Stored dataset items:
-=-=-
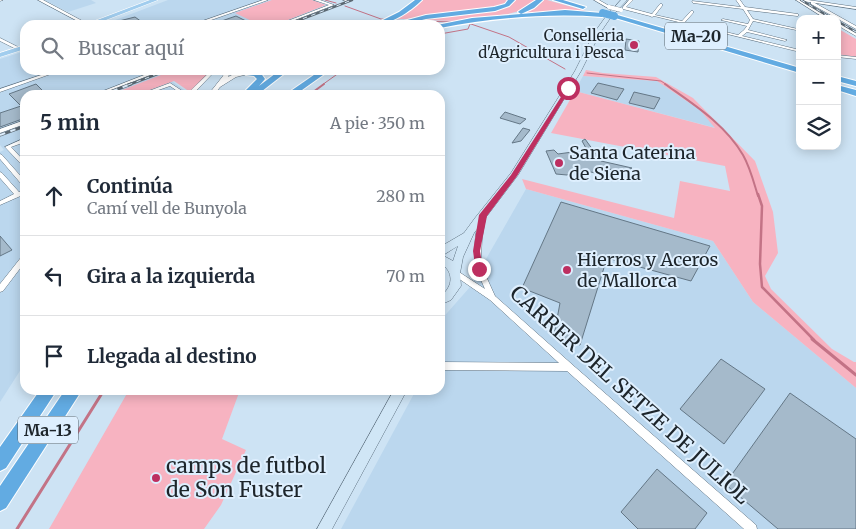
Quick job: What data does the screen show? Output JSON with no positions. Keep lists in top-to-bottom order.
{
  "streets": {
    "highway": ["Ma-20", "Ma-13"],
    "street": ["CARRER DEL SETZE DE JULIOL"]
  },
  "places": [
    "Conselleria d'Agricultura i Pesca",
    "Santa Caterina de Siena",
    "Hierros y Aceros de Mallorca",
    "camps de futbol de Son Fuster"
  ],
  "page": {
    "map_buttons": ["+", "−"],
    "search": "Buscar aquí",
    "heading": ["5 min", "A pie · 350 m"],
    "list": [
      ["Continúa", "Camí vell de Bunyola", "280 m"],
      ["Gira a la izquierda", "70 m"],
      "Llegada al destino"
    ]
  }
}
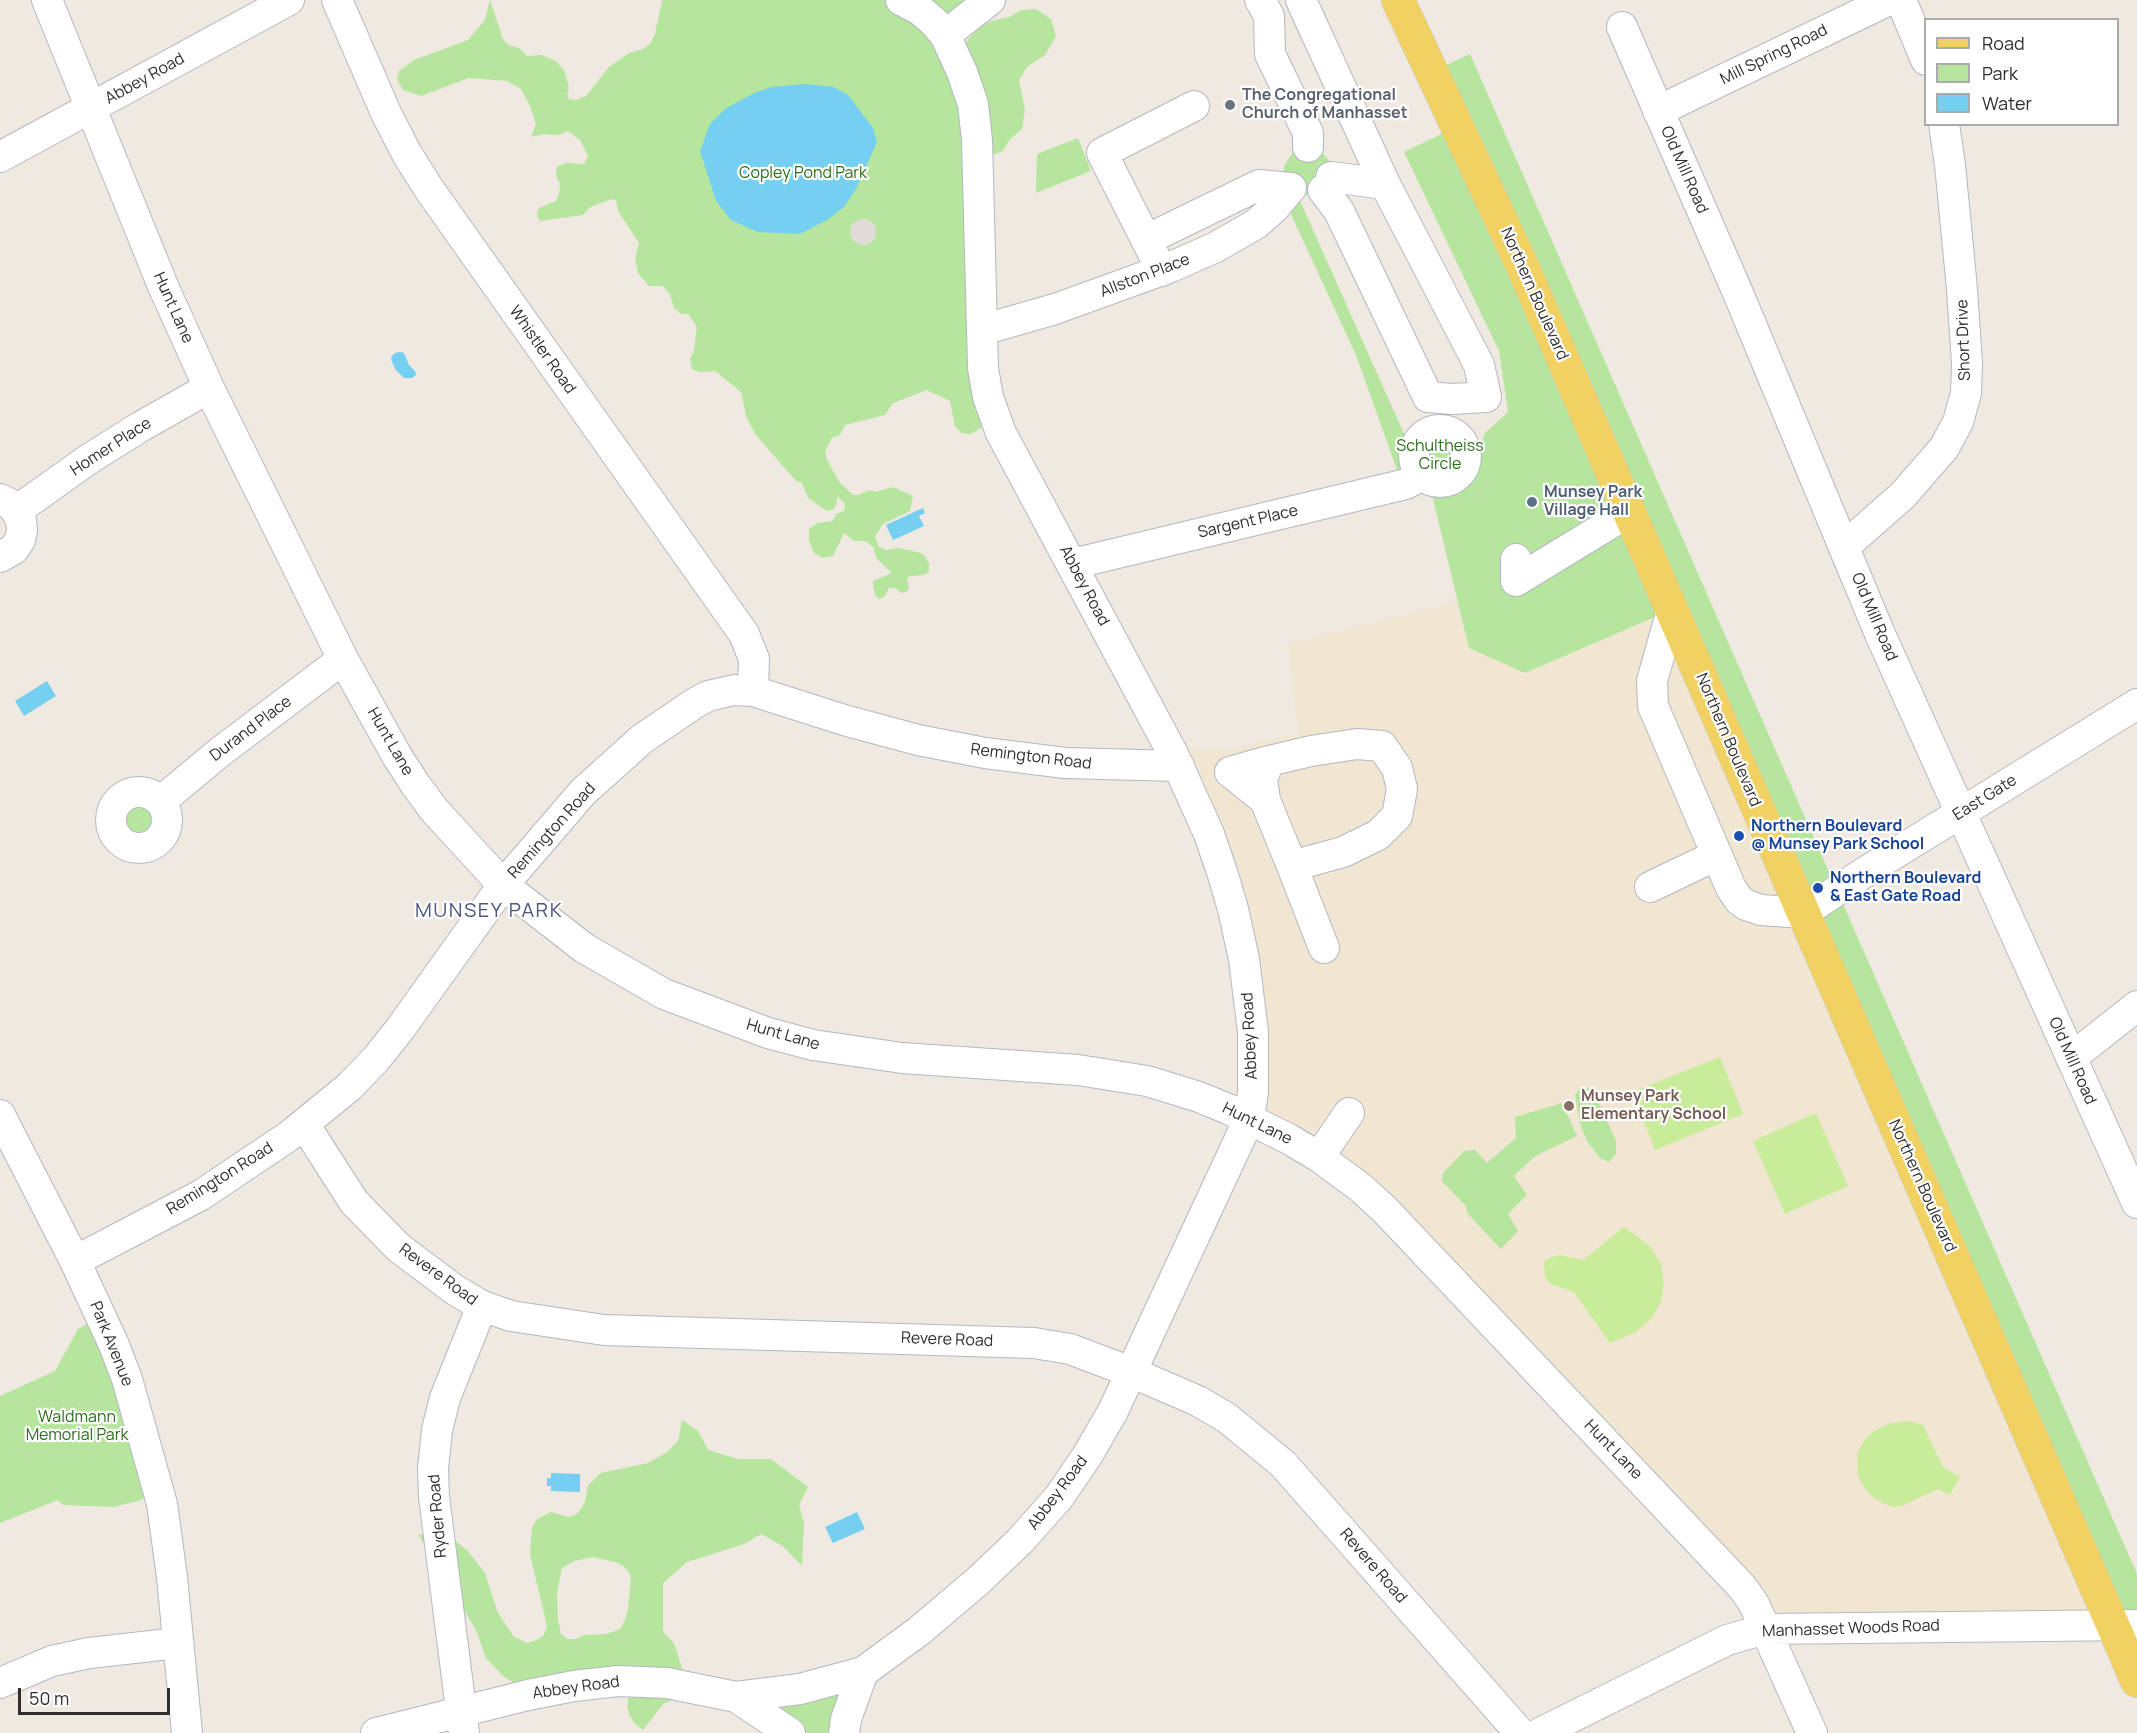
-=-=-
## [YOUR INSTRUCTIONS]
All of the entries above are to be written out exactly, with no pictures.

## [SOLUTION TO THIS PROBLEM]
Quick job: What data does the screen show? Output JSON with no positions. Keep lists in top-to-bottom order.
{
  "streets": {
    "highway": ["Ma-20", "Ma-13"],
    "street": ["CARRER DEL SETZE DE JULIOL"]
  },
  "places": [
    "Conselleria d'Agricultura i Pesca",
    "Santa Caterina de Siena",
    "Hierros y Aceros de Mallorca",
    "camps de futbol de Son Fuster"
  ],
  "page": {
    "map_buttons": ["+", "−"],
    "search": "Buscar aquí",
    "heading": ["5 min", "A pie · 350 m"],
    "list": [
      ["Continúa", "Camí vell de Bunyola", "280 m"],
      ["Gira a la izquierda", "70 m"],
      "Llegada al destino"
    ]
  }
}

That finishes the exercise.